:: Provided information

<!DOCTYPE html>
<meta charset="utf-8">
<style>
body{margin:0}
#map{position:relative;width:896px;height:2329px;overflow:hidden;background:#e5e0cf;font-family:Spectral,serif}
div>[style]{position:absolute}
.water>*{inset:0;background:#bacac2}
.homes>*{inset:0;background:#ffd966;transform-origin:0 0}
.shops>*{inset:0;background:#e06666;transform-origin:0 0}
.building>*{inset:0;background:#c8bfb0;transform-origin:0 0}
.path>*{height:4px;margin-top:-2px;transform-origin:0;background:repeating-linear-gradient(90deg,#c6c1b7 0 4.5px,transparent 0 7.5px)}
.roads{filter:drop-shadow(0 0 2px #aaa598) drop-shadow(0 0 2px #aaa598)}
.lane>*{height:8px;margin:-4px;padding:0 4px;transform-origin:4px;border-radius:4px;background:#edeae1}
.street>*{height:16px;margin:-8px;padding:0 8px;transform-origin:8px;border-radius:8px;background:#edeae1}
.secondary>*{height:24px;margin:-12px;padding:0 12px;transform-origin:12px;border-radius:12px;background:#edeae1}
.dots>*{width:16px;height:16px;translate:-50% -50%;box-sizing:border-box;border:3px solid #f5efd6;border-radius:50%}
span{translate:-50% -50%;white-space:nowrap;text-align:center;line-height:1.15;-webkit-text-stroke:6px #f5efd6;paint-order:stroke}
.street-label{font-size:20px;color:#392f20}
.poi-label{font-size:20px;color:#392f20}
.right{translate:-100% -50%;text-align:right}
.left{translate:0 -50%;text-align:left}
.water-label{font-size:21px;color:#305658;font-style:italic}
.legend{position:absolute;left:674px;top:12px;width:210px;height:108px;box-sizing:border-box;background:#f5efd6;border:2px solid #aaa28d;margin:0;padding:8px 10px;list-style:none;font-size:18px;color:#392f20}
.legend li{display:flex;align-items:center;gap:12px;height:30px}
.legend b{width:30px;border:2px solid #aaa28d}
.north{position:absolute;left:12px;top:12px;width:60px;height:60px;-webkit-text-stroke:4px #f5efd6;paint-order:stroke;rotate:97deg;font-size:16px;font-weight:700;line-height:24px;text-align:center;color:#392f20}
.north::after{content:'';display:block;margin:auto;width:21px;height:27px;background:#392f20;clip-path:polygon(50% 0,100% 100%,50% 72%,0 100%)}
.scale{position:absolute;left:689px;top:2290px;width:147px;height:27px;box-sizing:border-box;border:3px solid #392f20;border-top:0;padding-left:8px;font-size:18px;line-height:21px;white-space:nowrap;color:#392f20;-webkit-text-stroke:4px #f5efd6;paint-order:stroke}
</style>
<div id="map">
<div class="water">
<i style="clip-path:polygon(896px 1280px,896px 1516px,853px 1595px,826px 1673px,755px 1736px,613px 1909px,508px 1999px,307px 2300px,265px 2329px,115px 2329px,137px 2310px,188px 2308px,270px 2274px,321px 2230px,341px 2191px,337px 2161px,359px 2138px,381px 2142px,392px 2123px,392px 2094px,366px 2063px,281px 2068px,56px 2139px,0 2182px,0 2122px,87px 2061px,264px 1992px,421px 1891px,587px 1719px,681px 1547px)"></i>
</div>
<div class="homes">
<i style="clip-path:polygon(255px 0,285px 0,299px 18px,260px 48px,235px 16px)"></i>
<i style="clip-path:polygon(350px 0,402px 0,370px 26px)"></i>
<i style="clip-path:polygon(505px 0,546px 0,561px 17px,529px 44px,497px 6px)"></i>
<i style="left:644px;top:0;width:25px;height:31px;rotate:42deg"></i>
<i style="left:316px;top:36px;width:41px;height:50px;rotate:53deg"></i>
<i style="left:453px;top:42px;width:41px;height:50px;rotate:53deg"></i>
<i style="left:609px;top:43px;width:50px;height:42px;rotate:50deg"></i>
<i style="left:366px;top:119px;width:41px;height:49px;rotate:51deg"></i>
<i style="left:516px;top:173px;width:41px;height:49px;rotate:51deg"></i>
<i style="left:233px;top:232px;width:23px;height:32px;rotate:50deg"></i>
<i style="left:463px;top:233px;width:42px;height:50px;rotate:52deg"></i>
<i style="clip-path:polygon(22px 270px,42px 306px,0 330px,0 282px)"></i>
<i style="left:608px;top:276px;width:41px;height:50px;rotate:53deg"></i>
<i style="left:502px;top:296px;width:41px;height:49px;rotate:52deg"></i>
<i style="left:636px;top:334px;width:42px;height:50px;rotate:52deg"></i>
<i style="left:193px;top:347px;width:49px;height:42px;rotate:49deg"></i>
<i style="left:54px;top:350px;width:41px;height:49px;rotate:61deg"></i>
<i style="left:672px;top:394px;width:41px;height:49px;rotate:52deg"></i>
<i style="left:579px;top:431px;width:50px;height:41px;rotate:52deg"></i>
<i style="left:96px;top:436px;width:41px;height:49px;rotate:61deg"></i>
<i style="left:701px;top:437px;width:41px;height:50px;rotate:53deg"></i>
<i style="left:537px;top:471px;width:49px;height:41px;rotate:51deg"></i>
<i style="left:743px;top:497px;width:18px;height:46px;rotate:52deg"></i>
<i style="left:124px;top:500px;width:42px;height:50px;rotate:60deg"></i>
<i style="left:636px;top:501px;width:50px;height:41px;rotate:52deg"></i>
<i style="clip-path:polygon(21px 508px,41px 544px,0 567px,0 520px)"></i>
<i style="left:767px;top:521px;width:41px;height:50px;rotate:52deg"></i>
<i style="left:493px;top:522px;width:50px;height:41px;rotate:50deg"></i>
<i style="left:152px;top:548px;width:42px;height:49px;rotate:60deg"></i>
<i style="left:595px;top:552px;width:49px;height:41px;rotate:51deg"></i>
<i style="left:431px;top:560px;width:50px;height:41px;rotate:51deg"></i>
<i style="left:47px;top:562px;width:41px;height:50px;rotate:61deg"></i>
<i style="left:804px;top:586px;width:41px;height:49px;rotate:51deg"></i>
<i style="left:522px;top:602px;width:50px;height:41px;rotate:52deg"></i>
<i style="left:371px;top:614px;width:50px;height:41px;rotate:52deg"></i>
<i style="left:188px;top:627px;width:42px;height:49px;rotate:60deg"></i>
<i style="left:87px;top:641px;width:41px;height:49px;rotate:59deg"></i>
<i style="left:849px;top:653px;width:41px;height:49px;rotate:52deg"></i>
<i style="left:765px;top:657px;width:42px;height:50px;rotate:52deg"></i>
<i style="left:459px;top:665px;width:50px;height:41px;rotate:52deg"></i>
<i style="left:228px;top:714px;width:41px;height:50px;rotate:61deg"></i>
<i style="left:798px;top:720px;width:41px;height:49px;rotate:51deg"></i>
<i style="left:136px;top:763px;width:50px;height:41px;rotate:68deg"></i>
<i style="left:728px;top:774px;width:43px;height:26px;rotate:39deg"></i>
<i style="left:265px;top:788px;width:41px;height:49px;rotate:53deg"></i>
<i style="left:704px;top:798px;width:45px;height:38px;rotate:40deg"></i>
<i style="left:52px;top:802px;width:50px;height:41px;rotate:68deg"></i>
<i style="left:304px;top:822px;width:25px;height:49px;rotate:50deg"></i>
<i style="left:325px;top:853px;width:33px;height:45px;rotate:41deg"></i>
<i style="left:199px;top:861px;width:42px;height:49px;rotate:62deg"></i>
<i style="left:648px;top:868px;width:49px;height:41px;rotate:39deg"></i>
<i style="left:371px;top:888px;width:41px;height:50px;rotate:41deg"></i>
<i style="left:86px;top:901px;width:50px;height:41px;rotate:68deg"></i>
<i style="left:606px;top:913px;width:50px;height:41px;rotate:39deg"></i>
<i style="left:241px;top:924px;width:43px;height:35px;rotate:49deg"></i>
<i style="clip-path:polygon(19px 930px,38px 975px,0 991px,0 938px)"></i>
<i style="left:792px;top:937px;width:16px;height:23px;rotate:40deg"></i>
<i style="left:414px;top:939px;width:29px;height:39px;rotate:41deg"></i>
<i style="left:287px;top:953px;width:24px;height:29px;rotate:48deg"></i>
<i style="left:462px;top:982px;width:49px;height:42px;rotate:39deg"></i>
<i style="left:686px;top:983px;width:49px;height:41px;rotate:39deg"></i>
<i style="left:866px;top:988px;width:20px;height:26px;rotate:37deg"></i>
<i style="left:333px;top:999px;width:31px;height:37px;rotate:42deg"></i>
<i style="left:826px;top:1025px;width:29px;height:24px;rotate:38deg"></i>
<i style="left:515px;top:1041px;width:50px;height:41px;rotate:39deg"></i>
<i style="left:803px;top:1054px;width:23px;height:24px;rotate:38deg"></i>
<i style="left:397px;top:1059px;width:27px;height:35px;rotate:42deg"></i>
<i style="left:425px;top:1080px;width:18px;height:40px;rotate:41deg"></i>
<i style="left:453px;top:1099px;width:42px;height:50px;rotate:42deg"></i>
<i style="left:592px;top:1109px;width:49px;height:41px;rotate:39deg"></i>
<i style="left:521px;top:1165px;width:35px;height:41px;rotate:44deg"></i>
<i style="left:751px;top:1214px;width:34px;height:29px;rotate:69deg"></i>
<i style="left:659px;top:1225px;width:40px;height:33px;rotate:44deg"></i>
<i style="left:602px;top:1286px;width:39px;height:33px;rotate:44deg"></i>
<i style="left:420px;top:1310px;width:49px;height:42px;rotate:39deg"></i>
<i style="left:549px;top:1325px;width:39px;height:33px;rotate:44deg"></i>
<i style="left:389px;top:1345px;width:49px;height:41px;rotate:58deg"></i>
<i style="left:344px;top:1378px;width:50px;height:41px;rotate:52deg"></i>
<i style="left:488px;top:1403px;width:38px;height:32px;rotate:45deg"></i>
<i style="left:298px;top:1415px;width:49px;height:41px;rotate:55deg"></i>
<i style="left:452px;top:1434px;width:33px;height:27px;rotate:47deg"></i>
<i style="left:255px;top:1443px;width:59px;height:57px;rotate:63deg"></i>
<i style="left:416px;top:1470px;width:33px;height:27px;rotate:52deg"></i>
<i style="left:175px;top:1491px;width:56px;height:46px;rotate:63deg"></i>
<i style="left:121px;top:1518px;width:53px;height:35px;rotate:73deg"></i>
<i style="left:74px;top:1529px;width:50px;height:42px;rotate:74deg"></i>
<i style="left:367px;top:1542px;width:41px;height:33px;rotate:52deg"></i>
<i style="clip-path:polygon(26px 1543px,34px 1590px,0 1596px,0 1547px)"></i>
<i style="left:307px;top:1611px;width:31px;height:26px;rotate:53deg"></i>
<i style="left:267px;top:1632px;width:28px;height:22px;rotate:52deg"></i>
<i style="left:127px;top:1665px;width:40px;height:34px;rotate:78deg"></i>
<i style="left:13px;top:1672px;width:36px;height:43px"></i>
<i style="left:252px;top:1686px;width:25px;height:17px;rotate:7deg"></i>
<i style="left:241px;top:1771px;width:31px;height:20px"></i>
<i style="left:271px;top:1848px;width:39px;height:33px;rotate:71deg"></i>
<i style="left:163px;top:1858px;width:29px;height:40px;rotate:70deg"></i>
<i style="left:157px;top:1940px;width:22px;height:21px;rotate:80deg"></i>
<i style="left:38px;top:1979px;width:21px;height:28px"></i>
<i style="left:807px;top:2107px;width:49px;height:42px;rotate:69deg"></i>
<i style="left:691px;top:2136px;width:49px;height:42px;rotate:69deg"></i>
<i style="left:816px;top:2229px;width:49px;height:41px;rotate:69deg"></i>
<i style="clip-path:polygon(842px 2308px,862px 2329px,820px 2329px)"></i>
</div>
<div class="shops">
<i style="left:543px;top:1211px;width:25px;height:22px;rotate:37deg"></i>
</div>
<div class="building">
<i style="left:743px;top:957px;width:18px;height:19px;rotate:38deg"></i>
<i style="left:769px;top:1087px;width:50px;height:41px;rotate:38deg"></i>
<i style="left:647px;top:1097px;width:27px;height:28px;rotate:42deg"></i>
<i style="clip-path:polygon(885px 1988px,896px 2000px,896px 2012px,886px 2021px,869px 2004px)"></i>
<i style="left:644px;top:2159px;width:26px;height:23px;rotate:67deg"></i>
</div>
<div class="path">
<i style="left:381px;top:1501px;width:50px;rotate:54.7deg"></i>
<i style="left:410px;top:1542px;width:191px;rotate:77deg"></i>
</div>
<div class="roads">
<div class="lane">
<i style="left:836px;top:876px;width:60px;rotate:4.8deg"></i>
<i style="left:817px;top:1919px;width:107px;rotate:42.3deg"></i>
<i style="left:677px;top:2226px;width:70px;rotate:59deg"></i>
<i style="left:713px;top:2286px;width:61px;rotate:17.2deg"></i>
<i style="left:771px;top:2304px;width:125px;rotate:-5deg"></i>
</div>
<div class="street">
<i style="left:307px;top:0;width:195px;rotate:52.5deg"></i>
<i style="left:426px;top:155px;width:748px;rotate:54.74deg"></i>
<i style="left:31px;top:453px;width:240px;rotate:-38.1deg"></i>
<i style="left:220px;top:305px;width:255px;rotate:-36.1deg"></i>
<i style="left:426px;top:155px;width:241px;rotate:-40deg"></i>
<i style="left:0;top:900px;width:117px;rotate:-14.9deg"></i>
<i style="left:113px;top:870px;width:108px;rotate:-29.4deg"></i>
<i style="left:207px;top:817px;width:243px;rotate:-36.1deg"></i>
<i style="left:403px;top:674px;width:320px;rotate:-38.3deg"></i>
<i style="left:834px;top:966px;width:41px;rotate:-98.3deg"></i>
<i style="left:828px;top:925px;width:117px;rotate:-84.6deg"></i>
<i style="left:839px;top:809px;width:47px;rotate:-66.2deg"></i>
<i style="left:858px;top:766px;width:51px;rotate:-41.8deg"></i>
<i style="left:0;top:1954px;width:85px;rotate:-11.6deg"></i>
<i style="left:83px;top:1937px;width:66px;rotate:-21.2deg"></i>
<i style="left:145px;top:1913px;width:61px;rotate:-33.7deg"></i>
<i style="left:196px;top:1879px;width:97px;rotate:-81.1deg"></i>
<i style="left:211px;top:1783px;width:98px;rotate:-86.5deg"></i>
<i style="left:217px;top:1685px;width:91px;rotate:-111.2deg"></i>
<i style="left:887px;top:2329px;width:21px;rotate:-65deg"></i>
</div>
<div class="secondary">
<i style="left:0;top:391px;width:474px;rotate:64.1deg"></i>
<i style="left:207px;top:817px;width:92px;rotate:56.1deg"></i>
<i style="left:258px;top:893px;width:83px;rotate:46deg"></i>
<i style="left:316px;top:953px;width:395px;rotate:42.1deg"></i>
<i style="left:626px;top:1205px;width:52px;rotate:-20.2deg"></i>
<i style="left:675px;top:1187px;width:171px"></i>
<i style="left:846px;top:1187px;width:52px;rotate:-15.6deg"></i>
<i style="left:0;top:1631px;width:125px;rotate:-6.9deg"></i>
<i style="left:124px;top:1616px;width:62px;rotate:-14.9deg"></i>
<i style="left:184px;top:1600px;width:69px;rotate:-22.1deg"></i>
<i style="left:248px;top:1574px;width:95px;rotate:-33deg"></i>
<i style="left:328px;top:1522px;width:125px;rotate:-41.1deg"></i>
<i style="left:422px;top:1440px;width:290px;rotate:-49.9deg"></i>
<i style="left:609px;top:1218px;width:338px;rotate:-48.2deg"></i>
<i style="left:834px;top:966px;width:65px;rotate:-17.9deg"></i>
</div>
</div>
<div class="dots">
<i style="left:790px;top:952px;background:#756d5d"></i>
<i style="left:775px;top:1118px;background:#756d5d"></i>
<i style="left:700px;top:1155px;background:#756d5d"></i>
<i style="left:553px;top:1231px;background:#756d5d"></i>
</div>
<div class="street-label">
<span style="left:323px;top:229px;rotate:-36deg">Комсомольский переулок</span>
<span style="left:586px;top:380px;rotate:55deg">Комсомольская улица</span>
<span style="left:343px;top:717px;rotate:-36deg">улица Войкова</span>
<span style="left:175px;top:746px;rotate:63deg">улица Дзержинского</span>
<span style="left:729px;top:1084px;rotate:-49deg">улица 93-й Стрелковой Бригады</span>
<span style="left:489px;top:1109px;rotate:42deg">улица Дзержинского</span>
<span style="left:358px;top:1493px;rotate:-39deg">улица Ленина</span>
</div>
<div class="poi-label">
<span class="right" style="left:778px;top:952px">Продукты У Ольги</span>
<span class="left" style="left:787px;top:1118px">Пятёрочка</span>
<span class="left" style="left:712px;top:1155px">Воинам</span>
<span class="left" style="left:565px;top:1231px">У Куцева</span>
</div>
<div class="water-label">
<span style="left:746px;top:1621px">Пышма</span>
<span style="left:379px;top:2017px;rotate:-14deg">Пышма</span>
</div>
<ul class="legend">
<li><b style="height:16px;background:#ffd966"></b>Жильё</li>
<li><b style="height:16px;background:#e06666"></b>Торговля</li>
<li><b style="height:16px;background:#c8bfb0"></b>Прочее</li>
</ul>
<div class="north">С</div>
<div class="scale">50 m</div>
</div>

::::

* **What this task involves**
Return exactly what appears above, from the first line of the entries to the line with "2px #aaa598) drop-shadow(0", inclusive.

* **Answer box**
<!DOCTYPE html>
<meta charset="utf-8">
<style>
body{margin:0}
#map{position:relative;width:896px;height:2329px;overflow:hidden;background:#e5e0cf;font-family:Spectral,serif}
div>[style]{position:absolute}
.water>*{inset:0;background:#bacac2}
.homes>*{inset:0;background:#ffd966;transform-origin:0 0}
.shops>*{inset:0;background:#e06666;transform-origin:0 0}
.building>*{inset:0;background:#c8bfb0;transform-origin:0 0}
.path>*{height:4px;margin-top:-2px;transform-origin:0;background:repeating-linear-gradient(90deg,#c6c1b7 0 4.5px,transparent 0 7.5px)}
.roads{filter:drop-shadow(0 0 2px #aaa598) drop-shadow(0 0 2px #aaa598)}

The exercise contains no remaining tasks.